Autre axe majeur du rapport : « trois illusions persistantes » sur ce que peut l’État. La première concerne l’incompatibilité entre des engagements extérieurs ambitieux – européens, climatiques ou de défense – et des choix économiques intérieurs jugés peu cohérents, notamment en matière de dépenses publiques et de compétitivité.

La deuxième illusion pointe « l’extension continue et inefficace du domaine de l’État », dont « l’accroissement des moyens va de pair avec celui de son impuissance », écrivent les auteurs. Ils décrivent un État à la fois omniprésent et débordé, alors même que le débat sur la qualité de la dépense publique, la simplification administrative ou la réforme de la fonction publique reste récurrent dans la presse économique.

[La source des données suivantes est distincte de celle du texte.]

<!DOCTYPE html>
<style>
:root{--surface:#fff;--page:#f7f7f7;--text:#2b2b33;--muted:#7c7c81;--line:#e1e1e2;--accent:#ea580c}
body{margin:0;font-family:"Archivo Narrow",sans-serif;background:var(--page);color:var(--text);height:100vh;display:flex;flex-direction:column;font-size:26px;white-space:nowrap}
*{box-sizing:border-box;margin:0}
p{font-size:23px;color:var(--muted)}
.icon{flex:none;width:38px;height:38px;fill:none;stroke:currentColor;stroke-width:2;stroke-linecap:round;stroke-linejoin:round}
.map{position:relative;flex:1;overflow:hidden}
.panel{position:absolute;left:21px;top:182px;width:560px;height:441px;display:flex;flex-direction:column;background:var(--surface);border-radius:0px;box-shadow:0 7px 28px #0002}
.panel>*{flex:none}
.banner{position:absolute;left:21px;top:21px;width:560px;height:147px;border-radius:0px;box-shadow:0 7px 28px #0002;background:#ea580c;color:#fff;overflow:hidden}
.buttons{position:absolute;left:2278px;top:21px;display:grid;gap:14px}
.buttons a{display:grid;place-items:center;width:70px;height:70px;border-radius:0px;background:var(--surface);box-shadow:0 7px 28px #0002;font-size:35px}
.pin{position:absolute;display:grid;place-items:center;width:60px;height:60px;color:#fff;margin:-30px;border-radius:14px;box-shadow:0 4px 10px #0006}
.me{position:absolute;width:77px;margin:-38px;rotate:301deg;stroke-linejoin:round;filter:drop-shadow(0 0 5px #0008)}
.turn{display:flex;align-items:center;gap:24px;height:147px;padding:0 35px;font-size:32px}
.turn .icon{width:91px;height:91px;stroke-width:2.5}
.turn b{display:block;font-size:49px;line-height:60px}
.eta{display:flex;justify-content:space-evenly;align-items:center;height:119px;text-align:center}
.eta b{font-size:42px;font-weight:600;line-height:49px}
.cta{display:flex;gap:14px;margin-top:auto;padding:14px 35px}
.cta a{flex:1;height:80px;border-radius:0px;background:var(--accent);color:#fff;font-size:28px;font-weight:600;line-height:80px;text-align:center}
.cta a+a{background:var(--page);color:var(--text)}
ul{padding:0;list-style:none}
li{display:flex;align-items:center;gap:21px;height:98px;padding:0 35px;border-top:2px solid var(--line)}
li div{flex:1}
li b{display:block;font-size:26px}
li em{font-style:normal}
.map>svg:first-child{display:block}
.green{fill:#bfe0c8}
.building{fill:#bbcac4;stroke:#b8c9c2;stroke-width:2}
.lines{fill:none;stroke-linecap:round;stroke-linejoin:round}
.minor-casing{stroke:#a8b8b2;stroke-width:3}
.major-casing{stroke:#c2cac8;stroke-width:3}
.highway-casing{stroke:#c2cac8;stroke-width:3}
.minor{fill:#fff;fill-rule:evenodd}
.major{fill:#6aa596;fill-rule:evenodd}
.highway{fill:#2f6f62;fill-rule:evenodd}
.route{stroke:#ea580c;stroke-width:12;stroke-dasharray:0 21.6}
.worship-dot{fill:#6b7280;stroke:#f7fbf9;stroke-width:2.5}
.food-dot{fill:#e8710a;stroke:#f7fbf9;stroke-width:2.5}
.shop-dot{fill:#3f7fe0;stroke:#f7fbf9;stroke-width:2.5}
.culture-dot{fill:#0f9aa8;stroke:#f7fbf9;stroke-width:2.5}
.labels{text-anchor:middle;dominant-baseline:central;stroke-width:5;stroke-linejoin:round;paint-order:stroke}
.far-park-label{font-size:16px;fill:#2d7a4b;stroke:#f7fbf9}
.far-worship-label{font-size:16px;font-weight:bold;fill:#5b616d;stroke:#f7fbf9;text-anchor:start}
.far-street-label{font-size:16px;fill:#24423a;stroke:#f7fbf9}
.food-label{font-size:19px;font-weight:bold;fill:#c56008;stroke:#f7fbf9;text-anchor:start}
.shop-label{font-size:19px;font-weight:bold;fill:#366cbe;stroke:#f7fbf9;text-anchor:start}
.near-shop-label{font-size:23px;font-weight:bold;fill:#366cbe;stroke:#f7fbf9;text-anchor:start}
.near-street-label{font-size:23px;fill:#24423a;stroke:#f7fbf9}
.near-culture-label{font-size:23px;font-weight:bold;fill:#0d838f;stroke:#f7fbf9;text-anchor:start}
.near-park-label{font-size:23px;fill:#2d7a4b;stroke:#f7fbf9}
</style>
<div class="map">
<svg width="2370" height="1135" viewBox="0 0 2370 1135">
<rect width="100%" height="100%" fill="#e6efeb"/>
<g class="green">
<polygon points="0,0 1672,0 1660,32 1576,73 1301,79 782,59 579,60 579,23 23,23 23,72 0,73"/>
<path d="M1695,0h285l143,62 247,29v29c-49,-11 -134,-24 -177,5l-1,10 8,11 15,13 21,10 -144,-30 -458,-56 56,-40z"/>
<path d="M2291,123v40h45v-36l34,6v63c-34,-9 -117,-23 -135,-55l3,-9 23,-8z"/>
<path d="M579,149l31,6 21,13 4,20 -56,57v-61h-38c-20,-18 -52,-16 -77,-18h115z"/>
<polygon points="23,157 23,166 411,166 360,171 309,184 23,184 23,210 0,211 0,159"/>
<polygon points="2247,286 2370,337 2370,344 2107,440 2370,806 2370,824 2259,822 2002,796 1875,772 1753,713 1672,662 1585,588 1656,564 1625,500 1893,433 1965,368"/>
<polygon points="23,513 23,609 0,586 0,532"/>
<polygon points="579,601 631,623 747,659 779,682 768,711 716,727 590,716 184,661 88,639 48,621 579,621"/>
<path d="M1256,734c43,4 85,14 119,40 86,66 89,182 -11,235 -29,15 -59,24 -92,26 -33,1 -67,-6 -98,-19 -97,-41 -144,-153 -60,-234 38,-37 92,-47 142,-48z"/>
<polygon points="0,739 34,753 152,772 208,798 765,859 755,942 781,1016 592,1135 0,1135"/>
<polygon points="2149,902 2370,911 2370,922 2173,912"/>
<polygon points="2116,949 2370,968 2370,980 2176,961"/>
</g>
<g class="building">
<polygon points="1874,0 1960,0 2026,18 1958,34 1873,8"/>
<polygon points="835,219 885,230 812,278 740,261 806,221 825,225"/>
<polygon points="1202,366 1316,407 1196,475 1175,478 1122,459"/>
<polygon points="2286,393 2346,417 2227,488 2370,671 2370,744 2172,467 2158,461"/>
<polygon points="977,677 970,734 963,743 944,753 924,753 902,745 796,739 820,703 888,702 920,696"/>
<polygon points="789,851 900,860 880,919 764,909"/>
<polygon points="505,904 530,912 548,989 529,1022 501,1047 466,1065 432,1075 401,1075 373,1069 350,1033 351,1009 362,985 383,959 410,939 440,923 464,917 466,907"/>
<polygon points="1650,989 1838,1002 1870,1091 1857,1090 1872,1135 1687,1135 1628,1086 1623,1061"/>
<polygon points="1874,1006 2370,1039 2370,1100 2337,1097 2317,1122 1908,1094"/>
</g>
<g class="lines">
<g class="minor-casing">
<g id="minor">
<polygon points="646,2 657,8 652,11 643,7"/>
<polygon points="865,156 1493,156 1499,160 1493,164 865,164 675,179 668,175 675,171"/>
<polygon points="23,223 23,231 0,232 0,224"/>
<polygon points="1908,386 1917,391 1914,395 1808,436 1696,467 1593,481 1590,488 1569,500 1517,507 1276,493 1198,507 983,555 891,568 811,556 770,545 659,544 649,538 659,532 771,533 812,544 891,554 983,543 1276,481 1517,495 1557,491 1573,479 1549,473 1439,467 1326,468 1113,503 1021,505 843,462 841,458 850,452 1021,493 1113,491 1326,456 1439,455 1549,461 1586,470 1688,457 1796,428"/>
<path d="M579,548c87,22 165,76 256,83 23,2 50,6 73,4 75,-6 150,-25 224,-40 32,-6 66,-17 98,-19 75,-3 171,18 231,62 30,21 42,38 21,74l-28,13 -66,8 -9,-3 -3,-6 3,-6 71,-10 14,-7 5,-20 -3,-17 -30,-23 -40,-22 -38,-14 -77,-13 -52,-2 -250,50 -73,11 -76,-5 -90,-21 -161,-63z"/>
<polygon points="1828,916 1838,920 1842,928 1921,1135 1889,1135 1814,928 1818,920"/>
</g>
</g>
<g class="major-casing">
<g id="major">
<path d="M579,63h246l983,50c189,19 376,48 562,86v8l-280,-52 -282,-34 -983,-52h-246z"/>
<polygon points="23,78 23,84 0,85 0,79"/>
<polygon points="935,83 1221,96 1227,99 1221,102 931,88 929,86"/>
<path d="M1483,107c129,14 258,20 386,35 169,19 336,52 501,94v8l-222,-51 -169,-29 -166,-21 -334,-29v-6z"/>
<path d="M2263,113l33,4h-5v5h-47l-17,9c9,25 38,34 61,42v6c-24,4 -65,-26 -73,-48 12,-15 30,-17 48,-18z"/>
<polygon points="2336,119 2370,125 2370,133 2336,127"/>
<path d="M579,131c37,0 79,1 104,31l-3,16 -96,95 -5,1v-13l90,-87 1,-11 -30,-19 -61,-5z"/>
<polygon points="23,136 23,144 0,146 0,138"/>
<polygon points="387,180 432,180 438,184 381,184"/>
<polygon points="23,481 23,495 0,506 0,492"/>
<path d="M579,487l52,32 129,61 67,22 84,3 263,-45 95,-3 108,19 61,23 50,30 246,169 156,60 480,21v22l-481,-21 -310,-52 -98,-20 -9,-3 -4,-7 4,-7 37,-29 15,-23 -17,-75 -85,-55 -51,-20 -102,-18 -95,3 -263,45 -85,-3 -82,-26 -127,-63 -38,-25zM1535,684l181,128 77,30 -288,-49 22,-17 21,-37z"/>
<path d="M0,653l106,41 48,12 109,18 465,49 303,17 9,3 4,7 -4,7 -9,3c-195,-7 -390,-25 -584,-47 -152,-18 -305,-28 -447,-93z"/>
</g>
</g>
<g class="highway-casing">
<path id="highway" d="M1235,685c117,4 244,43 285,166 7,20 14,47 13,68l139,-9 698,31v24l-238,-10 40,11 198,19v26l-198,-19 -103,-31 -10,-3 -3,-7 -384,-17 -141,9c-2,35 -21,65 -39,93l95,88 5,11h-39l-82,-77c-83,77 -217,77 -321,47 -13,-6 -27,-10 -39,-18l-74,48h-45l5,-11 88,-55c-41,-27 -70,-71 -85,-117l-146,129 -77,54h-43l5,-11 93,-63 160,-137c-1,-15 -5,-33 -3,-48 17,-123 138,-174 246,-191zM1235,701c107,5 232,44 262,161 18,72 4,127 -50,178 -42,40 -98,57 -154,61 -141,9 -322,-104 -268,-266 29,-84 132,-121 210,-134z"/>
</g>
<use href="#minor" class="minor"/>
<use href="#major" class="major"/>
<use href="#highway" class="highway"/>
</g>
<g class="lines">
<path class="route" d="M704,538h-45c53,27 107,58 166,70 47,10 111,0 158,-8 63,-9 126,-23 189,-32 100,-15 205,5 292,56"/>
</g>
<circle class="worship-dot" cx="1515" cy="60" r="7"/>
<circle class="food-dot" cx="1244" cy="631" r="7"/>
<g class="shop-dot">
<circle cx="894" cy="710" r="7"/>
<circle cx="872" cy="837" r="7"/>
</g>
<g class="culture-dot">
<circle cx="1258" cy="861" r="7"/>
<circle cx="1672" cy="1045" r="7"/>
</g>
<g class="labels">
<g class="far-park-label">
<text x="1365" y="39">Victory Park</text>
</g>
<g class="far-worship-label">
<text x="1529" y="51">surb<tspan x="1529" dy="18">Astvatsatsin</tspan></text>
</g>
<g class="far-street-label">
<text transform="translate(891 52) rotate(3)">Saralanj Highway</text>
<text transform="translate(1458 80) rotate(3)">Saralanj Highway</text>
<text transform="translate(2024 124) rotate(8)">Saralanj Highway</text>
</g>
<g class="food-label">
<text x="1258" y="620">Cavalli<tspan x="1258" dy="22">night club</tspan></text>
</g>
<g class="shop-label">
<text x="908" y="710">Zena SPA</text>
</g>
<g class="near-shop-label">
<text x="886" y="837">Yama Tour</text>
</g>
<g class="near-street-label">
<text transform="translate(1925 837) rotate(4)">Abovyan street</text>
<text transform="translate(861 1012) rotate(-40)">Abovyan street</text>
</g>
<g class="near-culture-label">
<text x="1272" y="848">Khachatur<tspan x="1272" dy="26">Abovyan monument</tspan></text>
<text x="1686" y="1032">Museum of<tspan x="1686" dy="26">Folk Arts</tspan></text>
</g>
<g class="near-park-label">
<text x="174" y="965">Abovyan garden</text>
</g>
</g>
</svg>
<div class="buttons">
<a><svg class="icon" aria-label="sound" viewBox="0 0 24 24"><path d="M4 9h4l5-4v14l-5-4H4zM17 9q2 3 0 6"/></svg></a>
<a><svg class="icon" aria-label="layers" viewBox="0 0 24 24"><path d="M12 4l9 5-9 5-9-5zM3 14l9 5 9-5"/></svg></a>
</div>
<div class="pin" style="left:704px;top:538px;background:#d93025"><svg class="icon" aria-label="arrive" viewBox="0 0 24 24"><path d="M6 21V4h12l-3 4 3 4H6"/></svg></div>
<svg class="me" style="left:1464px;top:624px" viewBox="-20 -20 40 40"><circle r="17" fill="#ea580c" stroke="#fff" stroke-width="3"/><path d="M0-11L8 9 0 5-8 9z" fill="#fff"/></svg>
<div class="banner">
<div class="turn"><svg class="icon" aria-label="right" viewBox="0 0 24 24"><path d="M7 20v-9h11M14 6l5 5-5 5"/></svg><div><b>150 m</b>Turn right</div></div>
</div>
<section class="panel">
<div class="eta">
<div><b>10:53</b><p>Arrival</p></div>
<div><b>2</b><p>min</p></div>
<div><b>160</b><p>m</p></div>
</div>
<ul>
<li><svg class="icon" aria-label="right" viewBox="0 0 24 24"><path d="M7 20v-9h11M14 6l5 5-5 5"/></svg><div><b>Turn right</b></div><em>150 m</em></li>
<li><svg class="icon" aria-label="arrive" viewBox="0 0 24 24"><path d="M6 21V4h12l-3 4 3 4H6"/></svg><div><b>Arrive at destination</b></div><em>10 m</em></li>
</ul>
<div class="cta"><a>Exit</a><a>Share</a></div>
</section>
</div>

La troisième illusion dénoncée est celle d’un «bougisme législatif» qui multiplierait les textes sans régler les problèmes de fond : « plus de 25 textes sur l’immigration, autant sur la simplification administrative, une vingtaine de réformes de la santé » auraient contribué à « paralyser l’action publique » plutôt qu’à la rendre plus efficace. Ce diagnostic fait écho aux critiques, émanant aussi d’autres institutions, sur l’instabilité normative et la difficulté à évaluer l’impact réel des lois.

Démocratie fragilisée, mais « immense espoir » de rebond

À partir de ces constats, le rapport évoque « quatre menaces pour la démocratie »: sentiment de « dépossession démocratique » nourri par le contournement du référendum de 2005, « perte de confiance dans l’action de l’État », affaiblissement de la démocratie locale et « lourde responsabilité d’une classe dirigeante » dont les décisions « n’ont presque jamais répondu à une demande des Français ». L’Institut Thomas More voit dans cette combinaison un facteur de défiance durable à l’égard des institutions.

Les auteurs soulignent également «une constante préoccupante» : selon eux, « la droite ne revient jamais sur les réformes structurelles de la gauche et affirme rarement ses convictions », en raison d’un « effet de cliquet » et d’un « magistère idéologique adverse ». Ce constat est présenté comme une clé de lecture du paysage partisan contemporain, sans pour autant exonérer la gauche de sa responsabilité dans les choix étudiés.

Pour autant, le document se conclut sur « une alerte mais surtout un immense espoir ». En « objectivant l’ampleur des erreurs commises », le rapport affirme démontrer, « symétriquement, l’existence d’un potentiel de rebond colossal », évoquant des économies budgétaires possibles « sans remise en cause des équilibres sociaux », un « rebond industriel » lié aux révolutions technologiques et une « montée d’une volonté de réforme » dans plusieurs pays européens.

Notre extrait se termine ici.